Section 19 Enrichment Overview
To discover which variables, not included in the Original data-set, are known to influence property prices I conducted an online literature search. In the Literature Search subsection, I detail the results.
My literature search identified potential gaps in the Original Data and I performed a significant data enrichment process. This process is documented in the Enrichment Process subsection, where I talk through the custom R code which I wrote to extract data from online data providers.
The Enriched data set includes local area information from the Google Maps and Google Radar Search API services. For financial information such as rental values, the Enriched Data set contains data from the Seattle based real estate and rental marketplace Zillow. In the Results subsection I present and evaluate the Enriched Data set using geospatial plots.
Literature Review
The original data set only included information on the intrinsic characeteristics of a property.

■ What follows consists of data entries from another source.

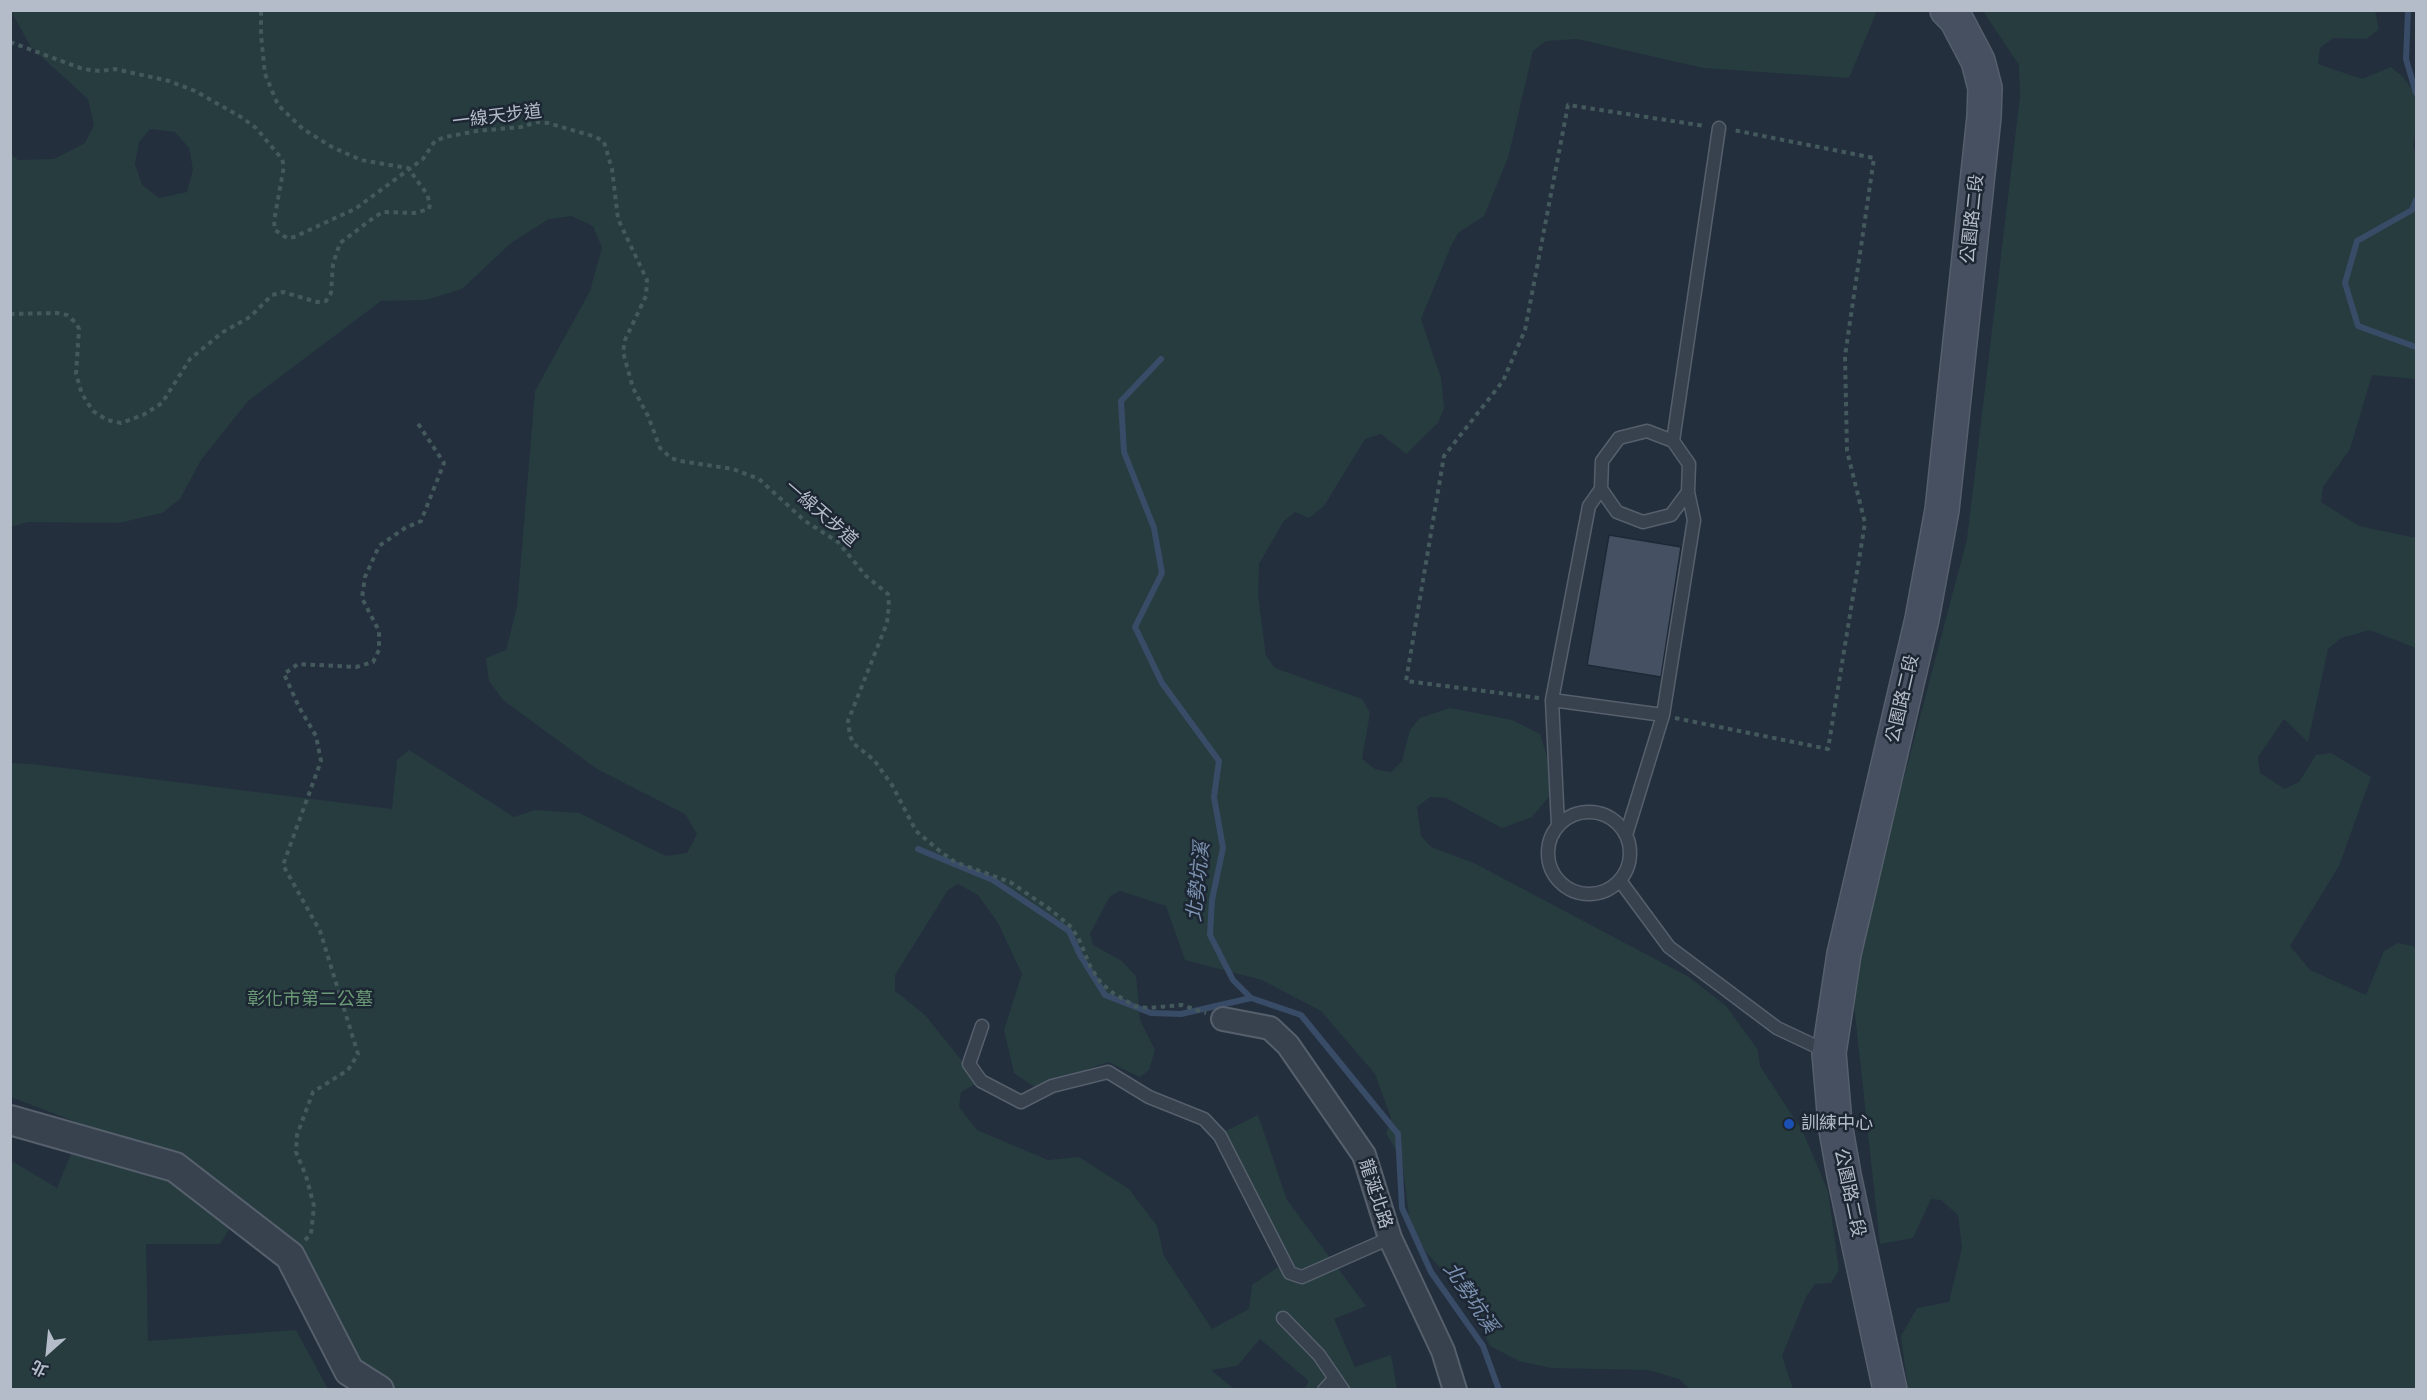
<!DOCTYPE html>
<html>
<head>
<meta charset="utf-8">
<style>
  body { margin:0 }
  #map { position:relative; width:2427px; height:1400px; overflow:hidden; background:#242f3e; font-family:Helvetica,"Noto Sans TC",sans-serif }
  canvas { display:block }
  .frame { position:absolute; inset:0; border:12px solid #b4bcc9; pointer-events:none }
  .north { position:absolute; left:18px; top:1322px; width:60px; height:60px; -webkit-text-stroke:4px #1d2633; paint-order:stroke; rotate:207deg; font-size:16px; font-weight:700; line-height:24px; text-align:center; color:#b4bcc9 }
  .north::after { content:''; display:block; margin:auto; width:21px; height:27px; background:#b4bcc9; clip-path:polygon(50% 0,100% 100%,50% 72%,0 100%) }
</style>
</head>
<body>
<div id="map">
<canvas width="2427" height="1400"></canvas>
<div class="frame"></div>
<div class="north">北</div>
</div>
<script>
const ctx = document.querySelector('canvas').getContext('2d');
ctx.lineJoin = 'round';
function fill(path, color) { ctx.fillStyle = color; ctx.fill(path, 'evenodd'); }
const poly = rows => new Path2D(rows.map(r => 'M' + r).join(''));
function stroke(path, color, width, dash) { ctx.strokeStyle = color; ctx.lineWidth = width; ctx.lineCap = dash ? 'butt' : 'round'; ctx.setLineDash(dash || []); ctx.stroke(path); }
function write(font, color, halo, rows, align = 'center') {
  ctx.font = font + ' Helvetica,"Noto Sans TC",sans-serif'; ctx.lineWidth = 5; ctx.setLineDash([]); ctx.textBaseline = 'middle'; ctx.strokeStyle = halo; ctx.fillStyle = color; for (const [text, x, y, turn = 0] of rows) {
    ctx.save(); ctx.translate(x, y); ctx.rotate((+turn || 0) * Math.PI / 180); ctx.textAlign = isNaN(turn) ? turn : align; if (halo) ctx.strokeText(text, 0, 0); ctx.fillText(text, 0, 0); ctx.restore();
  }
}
const green = poly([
  [11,11,1877,11,1849,78,1703,68,1577,39,1546,41,1533,51,1508,158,1484,216,1458,233,1451,246,1421,319,1441,378,1444,408,1438,423,1406,454,1381,434,1365,439,1324,506,1309,518,1295,512,1283,522,1259,564,1258,595,1266,656,1275,668,1362,699,1370,713,1362,759,1375,769,1391,772,1402,761,1410,730,1420,718,1450,708,1512,720,1540,734,1554,779,1552,793,1532,817,1502,828,1446,798,1430,797,1417,807,1421,836,1431,847,1474,863,1689,977,1726,1006,1758,1050,1760,1066,1803,1132,1828,1191,1839,1270,1831,1283,1815,1284,1806,1297,1782,1356,1793,1389,1690,1389,1679,1379,1648,1370,1551,1368,1519,1361,1490,1346,1469,1300,1426,1252,1410,1224,1402,1160,1386,1133,1391,1118,1375,1074,1321,1011,1262,980,1185,960,1166,906,1120,891,1110,896,1090,934,1093,945,1122,961,1136,976,1140,1020,1155,1050,1149,1070,1140,1077,1108,1062,1044,1085,1033,1086,1014,1073,1004,1030,1022,974,998,923,978,895,958,884,948,890,895,975,895,991,925,1015,979,1082,961,1092,959,1107,977,1130,1048,1160,1079,1157,1129,1189,1157,1226,1164,1256,1212,1329,1249,1309,1252,1285,1287,1261,1218,1135,1258,1115,1287,1200,1366,1306,1334,1319,1355,1367,1391,1355,1397,1389,1304,1389,1309,1381,1260,1339,1237,1366,1211,1370,1234,1389,368,1389,279,1239,208,1173,11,1097,11,763,32,764,392,809,397,760,409,750,514,817,535,810,579,813,666,856,687,853,697,834,685,814,597,769,503,700,489,681,486,658,506,650,517,607,535,391,590,291,602,248,593,226,571,216,549,219,511,243,462,289,426,300,381,301,248,401,201,460,180,499,162,513,119,523,28,522,11,527,11,154,18,160,54,159,85,143,94,125,88,99,31,47],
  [150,129,175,132,189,148,193,170,187,192,159,198,142,185,135,164,139,142],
  [1983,11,2375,11,2379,29,2366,39,2333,38,2320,48,2318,64,2362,79,2391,67,2403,77,2416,94,2416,129,2413,146,2416,155,2416,379,2372,375,2350,449,2323,487,2321,502,2359,526,2416,538,2416,648,2370,630,2341,638,2328,649,2308,742,2284,719,2258,757,2260,773,2285,789,2299,782,2316,755,2331,753,2371,777,2339,866,2290,946,2310,970,2366,995,2384,951,2398,943,2413,946,2416,949,2416,1389,1908,1389,1901,1336,1917,1308,1949,1302,1962,1248,1958,1215,1941,1200,1931,1199,1913,1238,1880,1244,1853,996,1855,963,1967,539,2020,97,2019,65],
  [71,1154,164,1177,236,1218,220,1244,146,1244,148,1341,296,1330,328,1389,11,1389,10,1160,57,1188]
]);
const stream = poly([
  [2408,10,2406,59,2416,93],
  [2416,200,2412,210,2357,241,2345,283,2358,326,2416,347],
  [1161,359,1121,401,1124,452,1154,528,1162,573,1135,627,1162,683,1219,761,1214,797,1223,848,1212,900,1210,935,1233,980,1251,998,1301,1015,1398,1134,1402,1208,1431,1272,1483,1346,1499,1390],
  [918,849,993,880,1069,931,1080,955,1105,995,1151,1013,1181,1014,1251,998]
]);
const building = poly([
  [1609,535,1681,547,1661,677,1587,665,1609,535]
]);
const path = poly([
  [10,42,83,69,100,71,115,69,169,81,195,91,241,117,256,128,282,159,284,166,274,221,275,230,287,238,294,237,355,209,423,159,435,141,445,137,477,131,521,127,537,122,548,123,596,137,604,142,612,169,618,219,647,280,646,296,625,340,623,352,633,388,648,416,660,448,671,458,680,461,733,469,759,479,805,521,838,542,866,576,888,594,889,605,887,623,848,721,850,736,854,744,874,760,892,785,916,831,941,852,955,862,1010,882,1051,910,1070,926,1078,937,1091,968,1101,983,1113,993,1135,1006,1148,1008,1182,1005,1206,1013],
  [10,314,57,313,67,315,76,323,79,329,76,374,82,394,93,411,107,420,121,423,143,415,162,403,190,359,223,332,250,317,272,295,283,292,317,302,326,301,331,293,333,264,340,243,376,216,383,212,414,213,429,209,430,204,427,194,408,168,361,160,332,147,303,129,278,105,265,74,261,35,261,10],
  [1539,698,1406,681,1444,456,1503,381,1525,330,1568,105,1705,126],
  [1675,718,1828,749,1865,523,1847,451,1845,356,1874,158,1733,130],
  [305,1240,311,1234,314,1206,306,1176,296,1152,297,1135,313,1092,348,1070,358,1054,320,931,283,865,321,761,316,736,299,707,284,674,298,664,356,667,373,662,379,650,379,631,362,598,365,577,379,546,405,528,421,521,444,463,417,422]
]);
const service = poly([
  [1673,441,1719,128],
  [1601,489,1589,506,1552,700,1663,715],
  [1552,700,1558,825],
  '1548 853a41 41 0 1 1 82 0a41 41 0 1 1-82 0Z',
  [1627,832,1663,715,1694,520,1688,492,1689,464,1673,441,1647,431,1619,438,1602,461,1601,489,1617,512,1643,522,1671,515,1688,492],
  [1621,882,1669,947,1777,1028,1828,1052],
  [982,1026,969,1064,981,1081,1021,1102,1052,1086,1108,1072,1149,1097,1204,1119,1220,1136,1290,1273,1302,1277,1390,1238],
  [1283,1318,1319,1355,1343,1390],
  [1324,1390,1335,1378]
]);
const minor = poly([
  [1223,1019,1270,1028,1288,1045,1364,1155,1390,1238,1443,1351,1455,1390]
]);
const tertiary = poly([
  [10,1120,175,1167,290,1256,349,1371,379,1390]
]);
const secondary = poly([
  [1890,1390,1844,1175,1835,1124,1829,1053,1844,954,1922,619,1942,510,1984,117,1985,88,1978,61,1956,19,1947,10]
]);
const markers = [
  [1789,1124,6,"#1a4fb4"]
];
const streetNames = [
  ["一線天步道",497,117,-7],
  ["公園路二段",1973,219,-84],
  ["一線天步道",821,514,41],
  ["公園路二段",1903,699,-77],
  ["公園路二段",1849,1193,78],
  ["龍涎北路",1375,1194,72]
];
const parkNames = [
  ["彰化市第二公墓",310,1000]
];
const poiNames = [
  ["訓練中心",1801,1124]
];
const waterNames = [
  ["北勢坑溪",1199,882,-84],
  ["北勢坑溪",1470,1298,56]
];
fill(green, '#263c3f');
stroke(stream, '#394c67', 6);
fill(building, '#455162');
stroke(building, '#1f2835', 1.5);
stroke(service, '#565f6c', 15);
stroke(minor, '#565f6c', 26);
stroke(tertiary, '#565f6c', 32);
stroke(secondary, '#565f6c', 36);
stroke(path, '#44595c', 4, [4.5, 4.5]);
stroke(service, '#38414e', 12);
stroke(minor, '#38414e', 22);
stroke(tertiary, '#38414e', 28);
stroke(secondary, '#465061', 33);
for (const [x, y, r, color] of markers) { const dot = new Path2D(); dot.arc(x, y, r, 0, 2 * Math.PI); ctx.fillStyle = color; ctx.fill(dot); stroke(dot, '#1d2633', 2); }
write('18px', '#b4bcc9', '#1d2633', streetNames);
write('18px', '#6b9a76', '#1d2633', parkNames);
write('18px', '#b4bcc9', '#1d2633', poiNames, 'left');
write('italic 20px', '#7c92b1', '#1d2633', waterNames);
</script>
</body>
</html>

For example there were no variables pertaining to the neighbourhood of a property nor to macroeconomic conditions (eg. the state of the mortgage market, unemployment levels,National and local government policies, demographics etc).
Using only the original data could result in biased parameter estimates or the significance level of a variable being overstated. For example, the data comes from the period from May 2014 to May 2015 when the external environment in the US was relatively stable. This means that the level of noise in the data could be artificially low and the explanatory power of micro variables such as bedroom number overstated.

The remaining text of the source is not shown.